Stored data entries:

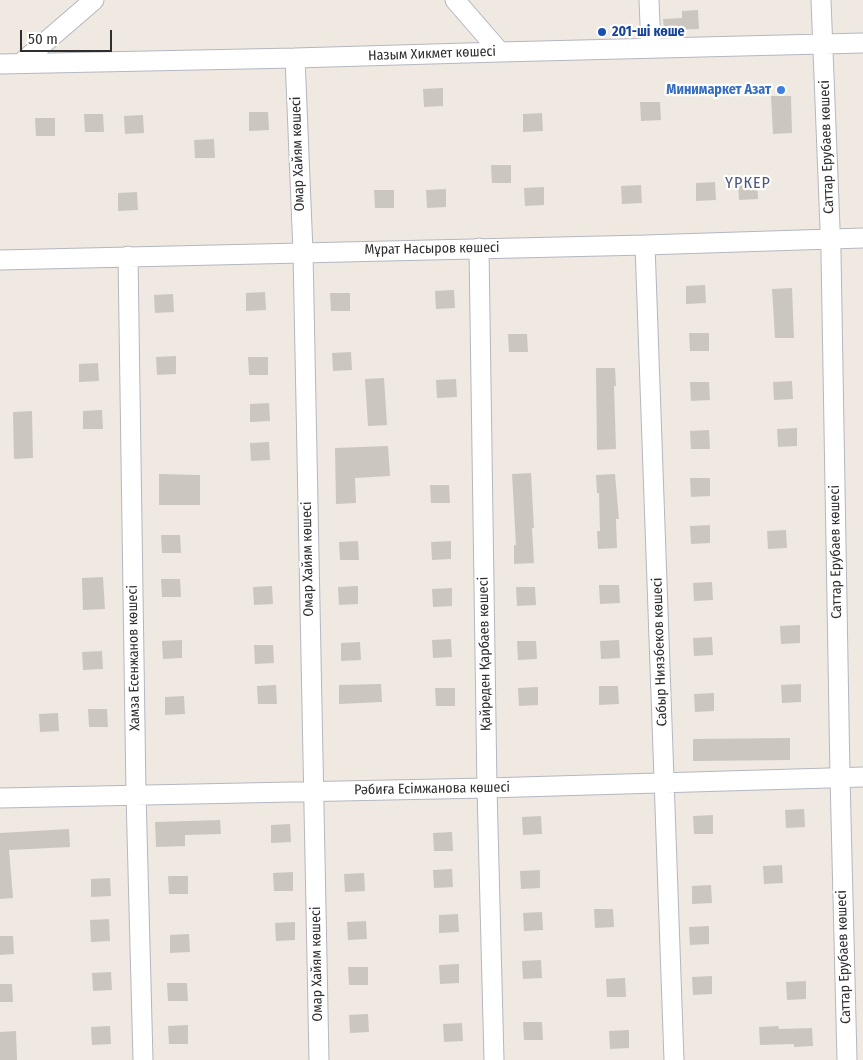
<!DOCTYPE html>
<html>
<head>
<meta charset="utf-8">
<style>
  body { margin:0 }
  #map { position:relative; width:863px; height:1060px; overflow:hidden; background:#efe9e1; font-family:"Fira Sans Condensed",sans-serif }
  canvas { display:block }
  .scale { position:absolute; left:20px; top:30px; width:92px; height:22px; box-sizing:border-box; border:2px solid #2e2e2e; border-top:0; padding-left:6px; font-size:15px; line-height:18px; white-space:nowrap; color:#2e2e2e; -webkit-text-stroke:4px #fff; paint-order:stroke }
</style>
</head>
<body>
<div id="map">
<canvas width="863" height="1060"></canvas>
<div class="scale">50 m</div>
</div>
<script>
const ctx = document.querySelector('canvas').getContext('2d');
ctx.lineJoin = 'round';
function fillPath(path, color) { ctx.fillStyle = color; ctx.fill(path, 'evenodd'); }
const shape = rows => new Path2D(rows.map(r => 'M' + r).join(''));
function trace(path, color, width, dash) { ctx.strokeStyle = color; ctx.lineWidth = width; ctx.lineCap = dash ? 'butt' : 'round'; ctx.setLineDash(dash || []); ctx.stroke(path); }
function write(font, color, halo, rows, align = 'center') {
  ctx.font = font + ' "Fira Sans Condensed",sans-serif'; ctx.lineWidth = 4.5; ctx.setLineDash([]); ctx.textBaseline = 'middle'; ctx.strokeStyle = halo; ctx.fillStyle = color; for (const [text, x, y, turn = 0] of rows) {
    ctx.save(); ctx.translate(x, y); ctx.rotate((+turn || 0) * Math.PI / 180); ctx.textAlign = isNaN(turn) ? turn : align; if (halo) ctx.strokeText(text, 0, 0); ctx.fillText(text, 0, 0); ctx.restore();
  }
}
fillPath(shape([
  [698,10,699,29,664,30,663,19,682,18,682,11],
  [443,88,443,106,424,107,423,89],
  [771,96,791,96,792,133,773,134],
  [640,102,660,102,661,120,641,121],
  [249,112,268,112,269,130,249,131],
  [542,113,543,131,523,132,523,114],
  [84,114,103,114,104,132,85,132],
  [143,115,144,133,125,134,124,116],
  [35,118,55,118,55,136,36,136],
  [214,139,215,158,195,158,194,140],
  [491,165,511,165,511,183,492,183],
  [757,181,758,199,739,200,738,182],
  [715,182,716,200,696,201,696,183],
  [641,185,642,203,622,204,621,186],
  [544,187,544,205,525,206,524,188],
  [446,189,446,207,427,208,426,190],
  [374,190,394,190,394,208,375,208],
  [137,192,138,210,118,211,118,193],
  [705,285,706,303,686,304,686,286],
  [792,288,794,338,775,338,772,289],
  [454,290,455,308,436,309,435,291],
  [265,292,266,310,246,311,246,293],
  [330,293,350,293,350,311,331,311],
  [173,294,174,312,155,313,154,295],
  [689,333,709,333,709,351,690,351],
  [508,334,527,334,528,352,509,352],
  [351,352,352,370,333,371,332,353],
  [176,356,176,374,157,375,156,357],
  [248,357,268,357,268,375,249,375],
  [98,363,99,381,79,382,79,364],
  [596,368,615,368,616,386,614,386,616,449,597,450],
  [384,378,387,425,368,426,365,379],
  [456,379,457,397,437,398,436,380],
  [792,381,793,399,774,400,773,382],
  [690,382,709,382,710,400,691,401],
  [269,403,270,421,250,422,250,404],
  [102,410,103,429,83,429,83,411],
  [32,411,33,458,14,459,13,412],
  [797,428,797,446,778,447,777,429],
  [709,430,710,449,691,449,690,431],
  [269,442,270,460,251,461,250,443],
  [388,446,390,476,355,478,356,503,336,504,335,448],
  [531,473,534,528,532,528,534,563,514,564,514,545,516,545,512,474],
  [159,474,200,475,200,505,159,505],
  [615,474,619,519,616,519,617,548,598,549,597,531,600,531,599,493,597,493,596,475],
  [690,478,710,478,710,496,691,497],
  [430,485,449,485,450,503,431,503],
  [710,525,710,543,691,544,690,526],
  [786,530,787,548,768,549,767,531],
  [161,535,180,535,181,553,162,553],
  [358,541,359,560,340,560,339,542],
  [451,541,451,559,432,560,431,542],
  [103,577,105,609,83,610,82,578],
  [161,579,180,579,181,597,162,597],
  [712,582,713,600,694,601,693,583],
  [599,585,619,585,620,603,600,604],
  [272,586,273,604,254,605,253,587],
  [358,586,358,604,339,605,338,587],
  [516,587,535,587,536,605,517,606],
  [452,588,452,606,433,607,432,589],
  [800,625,800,643,781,644,780,626],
  [712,637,713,655,694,656,693,638],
  [451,639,452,657,433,658,432,640],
  [182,640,182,658,163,659,162,641],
  [619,640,620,658,601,659,600,641],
  [517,641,536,641,537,659,518,660],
  [360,642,361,660,341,661,341,643],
  [254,645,273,645,274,663,255,664],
  [102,651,103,669,83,670,82,652],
  [381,684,382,702,339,704,339,685],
  [801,684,801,702,782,703,781,685],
  [276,685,277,704,258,704,257,686],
  [599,686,618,686,619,704,599,705],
  [538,687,538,705,519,706,518,688],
  [435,688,455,688,455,706,436,706],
  [714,693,714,711,695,712,694,694],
  [184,696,185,714,165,715,165,697],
  [88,709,107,709,108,727,89,727],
  [58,713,59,731,40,732,39,714],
  [790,738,790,760,693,761,693,739],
  [804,809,805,827,786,828,785,810],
  [713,815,713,834,694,834,693,816],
  [541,816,542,834,523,835,522,817],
  [220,820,221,834,185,835,185,846,156,847,155,822],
  [290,824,291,842,271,843,271,825],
  [69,829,70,847,9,850,13,898,0,899,0,833],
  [452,832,453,851,434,851,433,833],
  [782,865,783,883,764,884,763,866],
  [452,869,453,887,434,888,433,870],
  [540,870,540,888,521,889,520,871],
  [293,872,293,891,274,891,273,873],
  [364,873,365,891,345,892,344,874],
  [168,876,188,876,188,894,169,894],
  [110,878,111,896,91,897,91,879],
  [711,885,712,903,692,904,692,886],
  [594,909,613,909,614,927,595,928],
  [542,912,543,930,524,931,523,913],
  [458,914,459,932,439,933,439,915],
  [109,919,110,941,91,942,90,920],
  [366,921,367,939,348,940,347,922],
  [295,922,295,940,276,941,275,923],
  [709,926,709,944,690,945,689,927],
  [189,934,190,952,170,953,170,935],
  [0,936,13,936,14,954,0,955],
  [541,960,542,978,523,979,522,961],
  [459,964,459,983,440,984,439,965],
  [348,967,368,967,368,985,349,985],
  [111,972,112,990,93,991,92,973],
  [712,976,712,994,693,995,692,977],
  [625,978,626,997,607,997,606,979],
  [806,981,806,999,787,1000,786,982],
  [167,983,187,983,188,1001,168,1001],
  [0,984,12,984,13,1002,0,1002],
  [368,1014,369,1032,350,1033,349,1015],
  [523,1022,542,1022,543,1040,524,1040],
  [462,1023,463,1041,444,1042,443,1024],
  [188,1025,188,1044,169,1044,168,1026],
  [110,1026,111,1044,92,1045,91,1027],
  [778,1026,779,1029,812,1028,813,1046,794,1047,794,1044,760,1045,759,1027],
  [629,1030,629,1048,610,1049,609,1031],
  [16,1031,17,1060,0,1060,0,1032]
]), '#cbc7bf');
const minor = shape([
  [455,0,500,52],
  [649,0,651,48],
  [821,0,831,253,840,777,847,1060],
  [295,58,303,252,319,1060],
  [21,63,94,0],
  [0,64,295,58,500,52,863,43],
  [645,245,674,1060],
  [479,248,487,788,494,1060],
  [128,256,136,794,143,1060],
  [0,260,645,245,863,238],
  [0,798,487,788,863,777]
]);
trace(minor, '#b4b7c1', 21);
trace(minor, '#fff', 19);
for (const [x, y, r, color] of [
  [602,32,5,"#1a4fb4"],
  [781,90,5,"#3f7fe0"]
]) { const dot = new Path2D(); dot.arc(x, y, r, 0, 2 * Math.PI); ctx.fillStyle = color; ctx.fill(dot); trace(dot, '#fff', 2); }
write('bold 14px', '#164399', '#fff', [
  ["201-ші көше",612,32]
], 'left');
write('14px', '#2e2e2e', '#fff', [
  ["Назым Хикмет көшесі",432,54,-2],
  ["Саттар Ерубаев көшесі",827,147,-92],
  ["Омар Хайям көшесі",298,154,-92],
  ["Мұрат Насыров көшесі",432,249,-1],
  ["Саттар Ерубаев көшесі",836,552,-91],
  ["Омар Хайям көшесі",308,559,-91],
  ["Сабыр Ниязбеков көшесі",660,652,-92],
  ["Қайреден Қарбаев көшесі",485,654,-91],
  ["Хамза Есенжанов көшесі",134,658,-91],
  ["Рәбиға Есімжанова көшесі",432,789,-1],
  ["Саттар Ерубаев көшесі",844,957,-92],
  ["Омар Хайям көшесі",317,964,-91]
]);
write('bold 14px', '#366cbe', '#fff', [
  ["Минимаркет Азат",771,90]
], 'right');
ctx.letterSpacing = '1px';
write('16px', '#4d5680', '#fff', [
  ["ҮРКЕР",748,184]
]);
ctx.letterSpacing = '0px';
</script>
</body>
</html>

• [YOUR INSTRUCTIONS]: Once you reach the line with "const ctx = document.querySelector('canvas').getContext('2d');" in the data above, copy it and every line after it exactly, up to and including the line with "function write(font, color, halo, rows, align".

• [REPLY TO THE EXERCISE]:
const ctx = document.querySelector('canvas').getContext('2d');
ctx.lineJoin = 'round';
function fillPath(path, color) { ctx.fillStyle = color; ctx.fill(path, 'evenodd'); }
const shape = rows => new Path2D(rows.map(r => 'M' + r).join(''));
function trace(path, color, width, dash) { ctx.strokeStyle = color; ctx.lineWidth = width; ctx.lineCap = dash ? 'butt' : 'round'; ctx.setLineDash(dash || []); ctx.stroke(path); }
function write(font, color, halo, rows, align = 'center') {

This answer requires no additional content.